Supplied entries:

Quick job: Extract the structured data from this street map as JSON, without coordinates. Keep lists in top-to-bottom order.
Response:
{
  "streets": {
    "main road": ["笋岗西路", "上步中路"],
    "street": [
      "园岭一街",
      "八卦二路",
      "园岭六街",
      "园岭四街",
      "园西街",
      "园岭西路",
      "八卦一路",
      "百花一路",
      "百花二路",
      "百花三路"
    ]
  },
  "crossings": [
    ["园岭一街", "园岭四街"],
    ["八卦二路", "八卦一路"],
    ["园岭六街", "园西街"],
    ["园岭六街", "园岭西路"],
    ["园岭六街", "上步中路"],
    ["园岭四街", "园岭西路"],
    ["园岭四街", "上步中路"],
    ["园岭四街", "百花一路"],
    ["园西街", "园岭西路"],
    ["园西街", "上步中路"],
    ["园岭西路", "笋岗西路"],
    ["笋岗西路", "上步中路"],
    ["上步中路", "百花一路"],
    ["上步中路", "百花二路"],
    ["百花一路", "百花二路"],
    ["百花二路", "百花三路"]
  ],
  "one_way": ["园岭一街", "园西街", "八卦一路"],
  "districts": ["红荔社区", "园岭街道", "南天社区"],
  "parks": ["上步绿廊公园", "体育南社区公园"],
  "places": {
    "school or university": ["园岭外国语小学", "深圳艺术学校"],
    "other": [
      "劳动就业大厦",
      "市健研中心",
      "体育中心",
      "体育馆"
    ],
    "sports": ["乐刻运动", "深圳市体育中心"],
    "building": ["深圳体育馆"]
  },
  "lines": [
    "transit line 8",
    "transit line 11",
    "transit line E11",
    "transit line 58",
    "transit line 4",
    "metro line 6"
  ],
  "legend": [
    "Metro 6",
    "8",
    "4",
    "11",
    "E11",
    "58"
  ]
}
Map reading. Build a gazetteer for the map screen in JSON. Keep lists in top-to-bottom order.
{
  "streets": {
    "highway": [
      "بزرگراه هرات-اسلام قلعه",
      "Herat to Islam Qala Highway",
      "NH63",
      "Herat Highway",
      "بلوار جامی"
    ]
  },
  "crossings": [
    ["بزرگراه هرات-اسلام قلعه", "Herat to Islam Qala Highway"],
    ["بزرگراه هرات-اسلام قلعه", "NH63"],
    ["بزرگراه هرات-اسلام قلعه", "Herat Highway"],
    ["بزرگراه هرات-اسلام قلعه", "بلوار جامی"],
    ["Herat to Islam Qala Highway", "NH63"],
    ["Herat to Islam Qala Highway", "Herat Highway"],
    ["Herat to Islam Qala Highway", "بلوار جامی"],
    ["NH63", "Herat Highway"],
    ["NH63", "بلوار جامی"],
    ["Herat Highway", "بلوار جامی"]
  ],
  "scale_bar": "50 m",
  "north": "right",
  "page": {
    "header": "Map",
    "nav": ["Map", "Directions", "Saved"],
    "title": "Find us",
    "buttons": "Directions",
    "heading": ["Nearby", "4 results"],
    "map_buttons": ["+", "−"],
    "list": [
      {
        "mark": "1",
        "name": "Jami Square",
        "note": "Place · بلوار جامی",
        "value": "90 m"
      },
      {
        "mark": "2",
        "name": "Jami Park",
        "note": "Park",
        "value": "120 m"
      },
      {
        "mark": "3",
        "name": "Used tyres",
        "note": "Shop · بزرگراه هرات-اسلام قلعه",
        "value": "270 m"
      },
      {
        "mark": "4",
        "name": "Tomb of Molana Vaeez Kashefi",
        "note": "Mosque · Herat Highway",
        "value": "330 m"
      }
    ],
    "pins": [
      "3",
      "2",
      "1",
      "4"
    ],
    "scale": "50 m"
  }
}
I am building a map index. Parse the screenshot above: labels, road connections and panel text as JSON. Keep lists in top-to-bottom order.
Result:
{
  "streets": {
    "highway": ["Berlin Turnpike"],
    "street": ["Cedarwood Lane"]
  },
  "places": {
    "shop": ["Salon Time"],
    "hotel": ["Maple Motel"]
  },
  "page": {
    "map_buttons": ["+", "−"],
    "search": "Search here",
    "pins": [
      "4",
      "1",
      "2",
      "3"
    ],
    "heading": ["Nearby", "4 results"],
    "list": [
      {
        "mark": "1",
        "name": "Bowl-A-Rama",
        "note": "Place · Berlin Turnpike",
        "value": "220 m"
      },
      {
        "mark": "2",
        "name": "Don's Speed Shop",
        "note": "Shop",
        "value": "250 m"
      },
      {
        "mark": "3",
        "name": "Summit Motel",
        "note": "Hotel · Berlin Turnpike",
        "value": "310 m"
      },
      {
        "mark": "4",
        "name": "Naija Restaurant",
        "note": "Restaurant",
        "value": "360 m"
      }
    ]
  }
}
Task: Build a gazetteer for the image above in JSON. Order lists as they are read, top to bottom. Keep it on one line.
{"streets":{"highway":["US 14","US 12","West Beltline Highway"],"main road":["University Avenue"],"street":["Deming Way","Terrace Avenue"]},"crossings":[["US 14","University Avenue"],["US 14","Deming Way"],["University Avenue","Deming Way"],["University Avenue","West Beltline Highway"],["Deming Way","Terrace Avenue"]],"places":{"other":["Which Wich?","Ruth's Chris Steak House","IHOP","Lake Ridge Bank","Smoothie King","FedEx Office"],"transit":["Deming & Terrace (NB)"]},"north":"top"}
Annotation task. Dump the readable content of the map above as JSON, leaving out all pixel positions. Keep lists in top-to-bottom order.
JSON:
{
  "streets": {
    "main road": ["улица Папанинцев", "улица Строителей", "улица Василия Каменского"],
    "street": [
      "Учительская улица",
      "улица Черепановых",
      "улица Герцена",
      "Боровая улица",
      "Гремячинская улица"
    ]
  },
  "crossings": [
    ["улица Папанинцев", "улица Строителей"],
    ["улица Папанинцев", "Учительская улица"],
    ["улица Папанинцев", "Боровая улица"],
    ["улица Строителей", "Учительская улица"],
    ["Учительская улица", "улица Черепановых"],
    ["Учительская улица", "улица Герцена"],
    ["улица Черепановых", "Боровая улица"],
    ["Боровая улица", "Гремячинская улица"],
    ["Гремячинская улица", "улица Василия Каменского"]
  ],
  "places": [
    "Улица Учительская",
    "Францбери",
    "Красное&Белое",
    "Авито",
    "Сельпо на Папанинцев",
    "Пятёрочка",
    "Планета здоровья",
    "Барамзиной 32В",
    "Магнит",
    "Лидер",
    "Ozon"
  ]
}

Task objective: Copy all lines from the data that hold the word "بلوار".

Response to this task:
      "بلوار جامی"
    ["بزرگراه هرات-اسلام قلعه", "بلوار جامی"],
    ["Herat to Islam Qala Highway", "بلوار جامی"],
    ["NH63", "بلوار جامی"],
    ["Herat Highway", "بلوار جامی"]
        "note": "Place · بلوار جامی",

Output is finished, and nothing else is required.